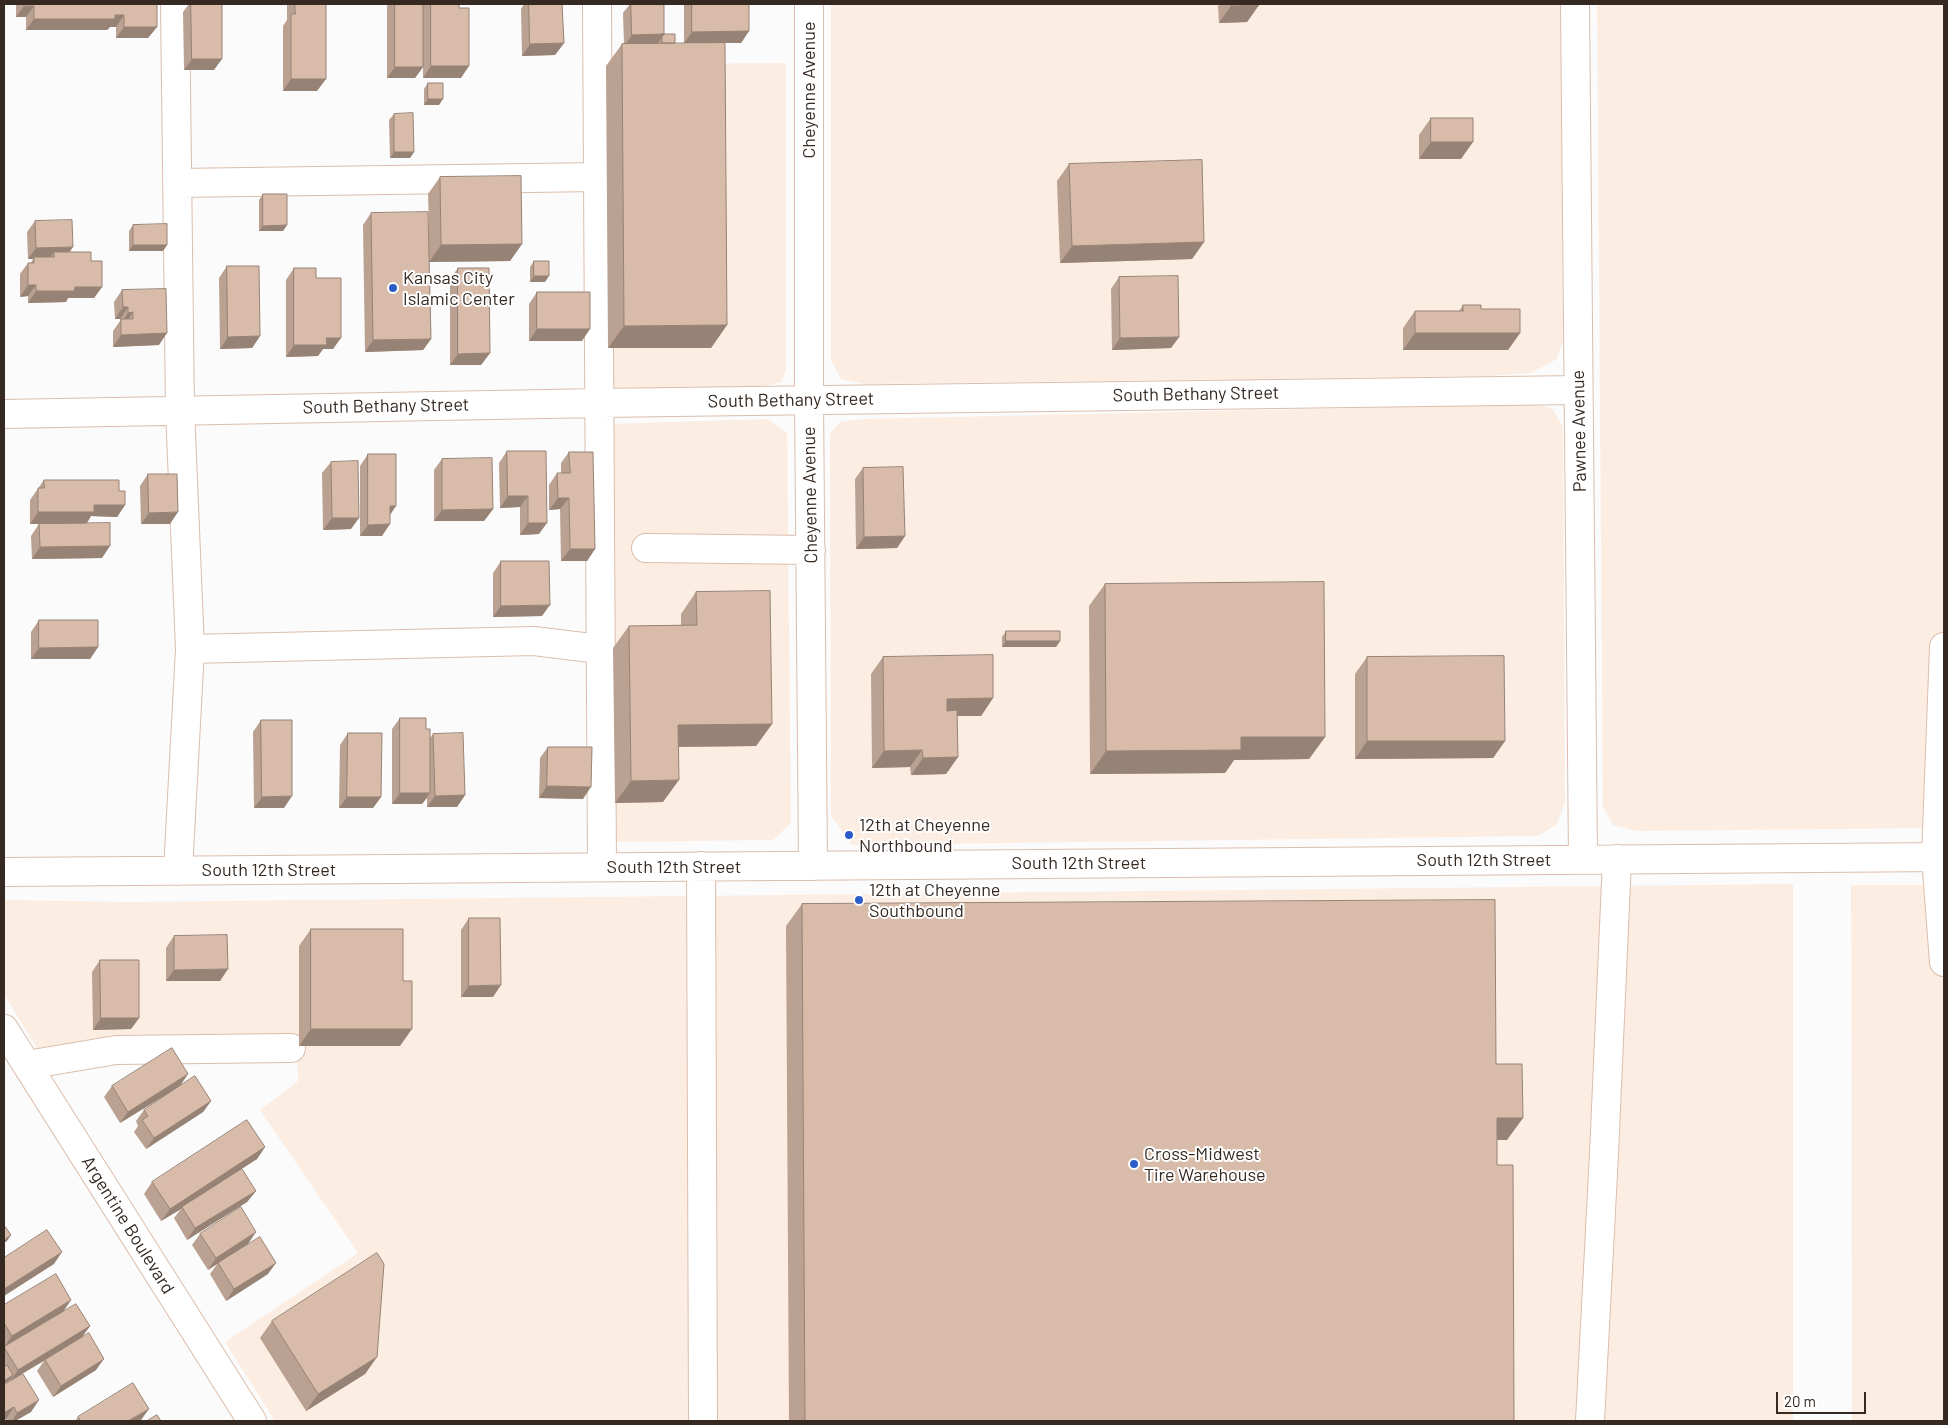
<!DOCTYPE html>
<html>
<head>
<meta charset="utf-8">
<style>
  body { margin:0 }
  #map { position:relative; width:1948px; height:1425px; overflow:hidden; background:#fbfbfb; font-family:Barlow,sans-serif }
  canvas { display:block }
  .frame { position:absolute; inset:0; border:5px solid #352922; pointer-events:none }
  .scale { position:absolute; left:1776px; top:1392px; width:90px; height:22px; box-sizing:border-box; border:2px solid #352922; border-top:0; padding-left:6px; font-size:15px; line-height:18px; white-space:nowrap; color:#352922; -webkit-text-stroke:4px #fff; paint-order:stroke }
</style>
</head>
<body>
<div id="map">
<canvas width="1948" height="1425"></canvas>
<div class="frame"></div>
<div class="scale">20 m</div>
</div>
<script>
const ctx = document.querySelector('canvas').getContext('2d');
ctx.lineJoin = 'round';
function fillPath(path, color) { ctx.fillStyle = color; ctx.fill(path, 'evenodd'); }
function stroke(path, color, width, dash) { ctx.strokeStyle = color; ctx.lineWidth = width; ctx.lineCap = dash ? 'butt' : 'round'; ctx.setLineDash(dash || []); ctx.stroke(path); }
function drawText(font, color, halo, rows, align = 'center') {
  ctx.font = font + ' Barlow,sans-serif'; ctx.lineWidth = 4; ctx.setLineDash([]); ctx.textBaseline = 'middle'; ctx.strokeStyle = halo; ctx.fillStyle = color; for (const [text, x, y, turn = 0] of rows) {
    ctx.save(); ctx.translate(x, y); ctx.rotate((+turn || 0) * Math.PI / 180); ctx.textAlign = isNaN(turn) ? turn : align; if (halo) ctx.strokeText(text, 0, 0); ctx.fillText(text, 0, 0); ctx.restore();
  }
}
fillPath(new Path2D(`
  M831,4H1561L1563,341L1557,359L1531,373L1490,376L864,384L841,379L831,360Z
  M1597,4H1944V828L1637,831L1613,825L1603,807Z
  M786,63V370L781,382L763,387L608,389L605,64Z
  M1536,404L1553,409L1563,427L1565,803L1557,824L1538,836L852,845L831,816L830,434L840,422L863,419Z
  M767,419L787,433L791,823L773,840L614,842L609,424Z
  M1793,884V1421H275L225,1342L358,1253L260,1110L298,1081L297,1052L40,1053L4,994V900L132,902Z
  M1851,885H1944V1421H1852Z`), '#fcede3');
const minor = new Path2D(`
  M175,4L180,410L190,649L534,641L599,649
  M597,4L602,867
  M809,4V400L813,866
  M1575,4L1583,859
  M177,183L598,177
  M4,414L599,403L1578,390
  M646,548L811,550
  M1944,647L1936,857L1944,962
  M701,866L703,1421
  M178,871L190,649
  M4,872L1944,857
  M4,1029L252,1421
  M27,1065L116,1050L291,1048
  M1590,1421L1604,1154L1617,859`);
stroke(minor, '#dbbeac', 30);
stroke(minor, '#fff', 28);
fillPath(new Path2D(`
  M16,4H157V27L148,38H116V27H110L107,30H26V17H16Z
  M189,4H222L214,70H184L183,12Z
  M287,4H326L317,91H283V26L287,20Z
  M388,4H459L461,78H423V67L415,78H387V6Z
  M524,4H562L564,43L555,55L522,56L521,9Z
  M630,4H664V34L675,43L727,325L711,348H608L606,66L622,44H624L623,13Z
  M684,4H749V31L741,43H684Z
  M1220,4H1259V5L1247,22L1219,23L1218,6Z
  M428,83L439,105H424V89Z
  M394,114L414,152L410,158H390L389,120Z
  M1431,118L1461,159H1419V135Z
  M1069,164L1204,242L1192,259L1060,263L1057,181Z
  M440,177L522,244L510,261L429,262L431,339L423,350L365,352L363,225L371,213L429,227L428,194Z
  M263,194L287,225L283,231H259V200Z
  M35,221L70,252L91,261L102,287L94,298H68L66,302L28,303V296L20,297V274L28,263H31L33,259H28L27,232Z
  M133,225L167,245L163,251H129V231Z
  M534,261L545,282H530V267Z
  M227,266L260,336L252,348L220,349L219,278Z
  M294,268L316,278L333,349H323L318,356L286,357V280Z
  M458,268L490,353L481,365H450V279Z
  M1119,277L1179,337L1171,348L1112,350L1111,289Z
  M122,290L159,345L113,347V331L120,321V319H115L114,302Z
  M537,292L582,341H529V304Z
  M1463,305L1481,309L1520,333L1508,350H1403V328L1415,311H1459Z
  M507,451H546L539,534L520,535V507L500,508L499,463Z
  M569,452L595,549L587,561H561L560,509L549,510V485L557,473H561V463Z
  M368,454L390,515L382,536H360V466Z
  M442,459L493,509L484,521H434V470Z
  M331,462L351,529L323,530L322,473Z
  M863,468L905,536L897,548L856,549L855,479Z
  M148,474L170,524H141L140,486Z
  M44,480L119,491L125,505L117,517L91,516L87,523L102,558L32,559L31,536L39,524H63H30V500Z
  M501,561L542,616L493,617V573Z
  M1105,584L1325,737L1309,759L1234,760L1225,773L1090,774L1089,606Z
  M696,592L772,724L756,746L679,747L663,802L615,803L613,648L629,626L681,625V614Z
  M39,620L98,647L90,659H31V632Z
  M1006,631L1060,641L1056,647H1002V637Z
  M883,657L993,698L981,716H957L958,757L946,774L911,775L910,767L872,768L871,674Z
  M1367,657L1505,741L1493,758L1355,759V674Z
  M400,718L426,729L430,738L433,734L465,795L457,807H427V798L422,804H392V729Z
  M261,720L284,808H254L253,732Z
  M348,733L381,797L373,808H339L340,745Z
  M548,747L583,799L539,798L540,758Z
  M802,904L1496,1064L1507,1140H1497V1165L1514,1421H789L786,926Z
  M469,918L493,997H461V930Z
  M311,929L403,981L400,1046H299V946Z
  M174,936L220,981H166V948Z
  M100,960L139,1018L131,1029L93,1030L92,972Z
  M112,1086H180L120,1123L104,1097Z
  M211,1101L203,1112L146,1149L134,1132L138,1126L136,1121L144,1110Z
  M265,1147L257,1159L221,1182L256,1191L247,1202L187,1240L174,1218L181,1209L161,1221L144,1194L152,1182Z
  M200,1234L248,1244L223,1260L268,1274L226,1301L210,1274L218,1263L208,1270L192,1245Z
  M4,1305L64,1311L90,1326L83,1336L96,1370L53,1397L37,1371L44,1361L10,1381L9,1380L4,1384Z
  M272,1321L377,1357L365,1374L306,1411L260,1338Z
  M4,1385L31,1412L15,1421H7L6,1419L4,1420Z
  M78,1417L141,1420L139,1421H75Z`), '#baa191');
fillPath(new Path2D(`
  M1259,5L1247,22L1219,23L1231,6Z
  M24,6H34L26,17H16Z
  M115,15H124L116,27H110L107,30H26L34,19Z
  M124,27H157L148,38H116Z
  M749,31L741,43H684L692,32Z
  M664,34L656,46H624L632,35Z
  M564,43L555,55L522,56L530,44Z
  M192,59H222L214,70H184Z
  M431,66H469L461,78H423Z
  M395,67H423L415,78H387Z
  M291,79H326L317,91H283Z
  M428,99H443L439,105H424Z
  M1431,142H1473L1461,159H1419Z
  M394,152H414L410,158H390Z
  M287,225L283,231H259L263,226Z
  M1204,242L1192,259L1060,263L1072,246Z
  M522,244L510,261L429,262L441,245Z
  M133,245H167L163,251H129Z
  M73,247L65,259L54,257V252L49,259L34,257L33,259H28L36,248Z
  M534,276H549L545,282H530Z
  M28,285H36L28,296L20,297Z
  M75,287H102L94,298H68L66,302L28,303L36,291Z
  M123,307H128L120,319H115Z
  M133,312L125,324L121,323L128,313Z
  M727,325L711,348H608L624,326Z
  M537,329H590L582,341H529Z
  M167,333L159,345L113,347L121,335Z
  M1415,333H1520L1508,350H1403Z
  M260,336L252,348L220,349L228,337Z
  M1179,337L1171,348L1112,350L1120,338Z
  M326,338H341L333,349H323L318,356L286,357L294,345Z
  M431,339L423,350L365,352L373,340Z
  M490,353L481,365H450L458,354Z
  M508,496H528L520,507L500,508Z
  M558,498H569L560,509L549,510Z
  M94,505H125L117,517L91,516L86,524H30L38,512Z
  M390,506H396L388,518Z
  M493,509L484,521H434L442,510Z
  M178,512L170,524H141L149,513Z
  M332,518H359L351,529L323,530Z
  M528,523H547L539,534L520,535Z
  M390,524L382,536H360L368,525Z
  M905,536L897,548L856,549L864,537Z
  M110,546L102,558L32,559L40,547Z
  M570,549H595L587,561H561Z
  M550,605L542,616L493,617L501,606Z
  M1006,641H1060L1056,647H1002Z
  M98,647L90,659H31L39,648Z
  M993,698L981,716H935L947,699Z
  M772,724L756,746L663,747L678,725Z
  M1241,737H1325L1309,759L1234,760L1225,773L1090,774L1106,751Z
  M1367,741H1505L1493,758L1355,759Z
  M922,750L910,767L872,768L884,751Z
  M958,757L946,774L911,775L923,758Z
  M679,780L663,802L615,803L631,781Z
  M547,786L591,787L583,799L539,798Z
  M400,793H430L422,804H392Z
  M465,795L457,807H427L435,796Z
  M292,796L284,808H254L262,797Z
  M347,797H381L373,808H339Z
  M228,969L220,981H166L174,970Z
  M501,985L493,997H461L469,986Z
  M101,1018H139L131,1029L93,1030Z
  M311,1029H412L400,1046H299Z
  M188,1074L180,1086L120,1123L128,1112Z
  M211,1101L203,1112L146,1149L154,1138Z
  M1497,1118H1523L1507,1140H1481Z
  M265,1147L257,1159L182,1207L181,1209L161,1221L170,1209Z
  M256,1191L247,1202L187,1240L195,1228Z
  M256,1232L248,1244L208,1270L216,1258Z
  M11,1235L7,1241L4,1243V1240Z
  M62,1252L54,1264L4,1296V1289Z
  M276,1263L268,1274L226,1301L234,1289Z
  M71,1300L63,1312L4,1347L12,1336Z
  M90,1326L81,1338L10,1381L18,1370Z
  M377,1357L365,1374L306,1411L318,1394Z
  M104,1359L96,1370L53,1397L61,1386Z
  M13,1375L9,1381L4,1384V1381Z
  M39,1400L31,1412L15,1421H12L17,1413Z
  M14,1407L6,1419L4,1420V1414L5,1412Z
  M149,1409L141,1420L139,1421H128Z`), '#978376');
const building = new Path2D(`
  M24,4H157V27H124V15H115V19H34V6H24Z
  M191,4H222V59H192Z
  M295,4H326V79H291V14H295Z
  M395,4H423V67H395Z
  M431,4H459V8H469V66H431Z
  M529,4H562L564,43L530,44Z
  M631,4H664V34L632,35Z
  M692,4H749V31L692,32Z
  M1231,4H1259V5L1231,6Z
  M662,34H675V43H662V37L664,34Z
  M725,43L727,325L624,326L622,44Z
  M428,83H443V99H428Z
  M413,113L414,152H394V114Z
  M1431,118H1473V142H1431Z
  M1202,160L1204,242L1072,246L1069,164Z
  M521,176L522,244L441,245L440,177Z
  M263,194H287V225L263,226Z
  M428,212L431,339L373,340L371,213Z
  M72,220L73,247L36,248L35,221Z
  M167,224V245H133V225Z
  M54,252H91V261H102V287H75L74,291H36V285H28V263H34V257H54Z
  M534,261H549V276H534Z
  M227,266H259L260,336L228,337Z
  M294,268H316V278H341V338H326L327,345H294Z
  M458,268H489L490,353L458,354Z
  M1178,276L1179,337L1120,338L1119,277Z
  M166,289L167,333L121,335V319H133V312L128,313V307H123L122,290Z
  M537,292H590V329H537Z
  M1463,305H1481V309H1520V333H1415V311H1463Z
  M507,451H546L547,523H528V496H508Z
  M569,452H593L595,549H570L569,498H558L557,473H570Z
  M368,454H396V506H390V524L368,525Z
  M492,458L493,509L442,510V459Z
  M358,461L359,518H332L331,462Z
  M903,467L905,536L864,537L863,468Z
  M148,474H177L178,512L149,513Z
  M44,480H119V491H125V505H94V512H38V488H44Z
  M110,523V546L40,547L39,524Z
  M501,561H549L550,605L501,606Z
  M1324,582L1325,737H1241V750L1106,751L1105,584Z
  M770,591L772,724L678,725L679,780L631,781L629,626L697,625L696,592Z
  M39,620H98V647L39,648Z
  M1006,631H1060V641H1006Z
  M993,655V698L947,699V711L957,710L958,757L923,758L922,750L884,751L883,657Z
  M1504,656L1505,741H1367V657Z
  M400,718H426V729H430V793H400Z
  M261,720H292V796L262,797Z
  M348,733H382L381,797H347Z
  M463,733L465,795L435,796L433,734Z
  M548,747H592L591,787L547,786Z
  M1495,900L1496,1064H1522L1523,1118H1497V1165H1513L1514,1421H805L802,904Z
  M469,918H500L501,985L469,986Z
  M311,929H403V981H412V1029H311Z
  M227,935L228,969L174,970V936Z
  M100,960H139V1018H101Z
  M172,1048L188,1074L128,1112L112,1086Z
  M195,1076L211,1101L154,1138L142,1120L148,1116L144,1110Z
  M247,1120L265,1147L170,1209L152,1182Z
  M242,1169L256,1191L195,1228L182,1207Z
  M241,1207L256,1232L216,1258L200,1234Z
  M4,1225L11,1235L4,1240Z
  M47,1230L62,1252L4,1289V1258Z
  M260,1237L276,1263L234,1289L218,1263Z
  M377,1253L384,1264L377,1357L318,1394L272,1321Z
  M56,1274L71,1300L12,1336L4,1323V1305Z
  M76,1304L90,1326L18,1370L4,1347Z
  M89,1333L104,1359L61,1386L45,1360Z
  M7,1365L13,1375L4,1381V1367Z
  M23,1374L39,1400L17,1413L14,1407L5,1412L4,1410V1385Z
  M133,1383L149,1409L128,1421H81L78,1417Z
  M157,1415L161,1421H147Z`);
fillPath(building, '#d8bba9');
stroke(building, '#978376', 1);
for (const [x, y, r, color] of [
  [393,288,5,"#2c5cca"],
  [849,835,5,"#2c5cca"],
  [859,900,5,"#2c5cca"],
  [1134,1164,5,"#2c5cca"]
]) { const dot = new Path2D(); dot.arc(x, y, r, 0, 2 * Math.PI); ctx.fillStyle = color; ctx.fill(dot); stroke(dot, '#fff', 2); }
drawText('18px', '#352922', '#fff', [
  ["Cheyenne Avenue",809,90,-90],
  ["South Bethany Street",1196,394,-1],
  ["South Bethany Street",791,400,-1],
  ["South Bethany Street",386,406,-1],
  ["Pawnee Avenue",1579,431,-91],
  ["Cheyenne Avenue",810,495,-91],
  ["South 12th Street",1484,860],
  ["South 12th Street",1079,863],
  ["South 12th Street",674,867],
  ["South 12th Street",269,870],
  ["Argentine Boulevard",128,1225,58]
]);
drawText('18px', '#352922', '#fff', [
  ["Kansas City",403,278],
  ["Islamic Center",403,299],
  ["12th at Cheyenne",859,825],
  ["Northbound",859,846],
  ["12th at Cheyenne",869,890],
  ["Southbound",869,911],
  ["Cross-Midwest",1144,1154],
  ["Tire Warehouse",1144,1175]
], 'left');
</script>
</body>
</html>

#####

Work to be completed » Each line from the one containing "M377,1253L384,1264L377,1357L318,1394L272,1321Z" through the end of the material must be returned exactly; no other line should appear.

Written response »
  M377,1253L384,1264L377,1357L318,1394L272,1321Z
  M56,1274L71,1300L12,1336L4,1323V1305Z
  M76,1304L90,1326L18,1370L4,1347Z
  M89,1333L104,1359L61,1386L45,1360Z
  M7,1365L13,1375L4,1381V1367Z
  M23,1374L39,1400L17,1413L14,1407L5,1412L4,1410V1385Z
  M133,1383L149,1409L128,1421H81L78,1417Z
  M157,1415L161,1421H147Z`);
fillPath(building, '#d8bba9');
stroke(building, '#978376', 1);
for (const [x, y, r, color] of [
  [393,288,5,"#2c5cca"],
  [849,835,5,"#2c5cca"],
  [859,900,5,"#2c5cca"],
  [1134,1164,5,"#2c5cca"]
]) { const dot = new Path2D(); dot.arc(x, y, r, 0, 2 * Math.PI); ctx.fillStyle = color; ctx.fill(dot); stroke(dot, '#fff', 2); }
drawText('18px', '#352922', '#fff', [
  ["Cheyenne Avenue",809,90,-90],
  ["South Bethany Street",1196,394,-1],
  ["South Bethany Street",791,400,-1],
  ["South Bethany Street",386,406,-1],
  ["Pawnee Avenue",1579,431,-91],
  ["Cheyenne Avenue",810,495,-91],
  ["South 12th Street",1484,860],
  ["South 12th Street",1079,863],
  ["South 12th Street",674,867],
  ["South 12th Street",269,870],
  ["Argentine Boulevard",128,1225,58]
]);
drawText('18px', '#352922', '#fff', [
  ["Kansas City",403,278],
  ["Islamic Center",403,299],
  ["12th at Cheyenne",859,825],
  ["Northbound",859,846],
  ["12th at Cheyenne",869,890],
  ["Southbound",869,911],
  ["Cross-Midwest",1144,1154],
  ["Tire Warehouse",1144,1175]
], 'left');
</script>
</body>
</html>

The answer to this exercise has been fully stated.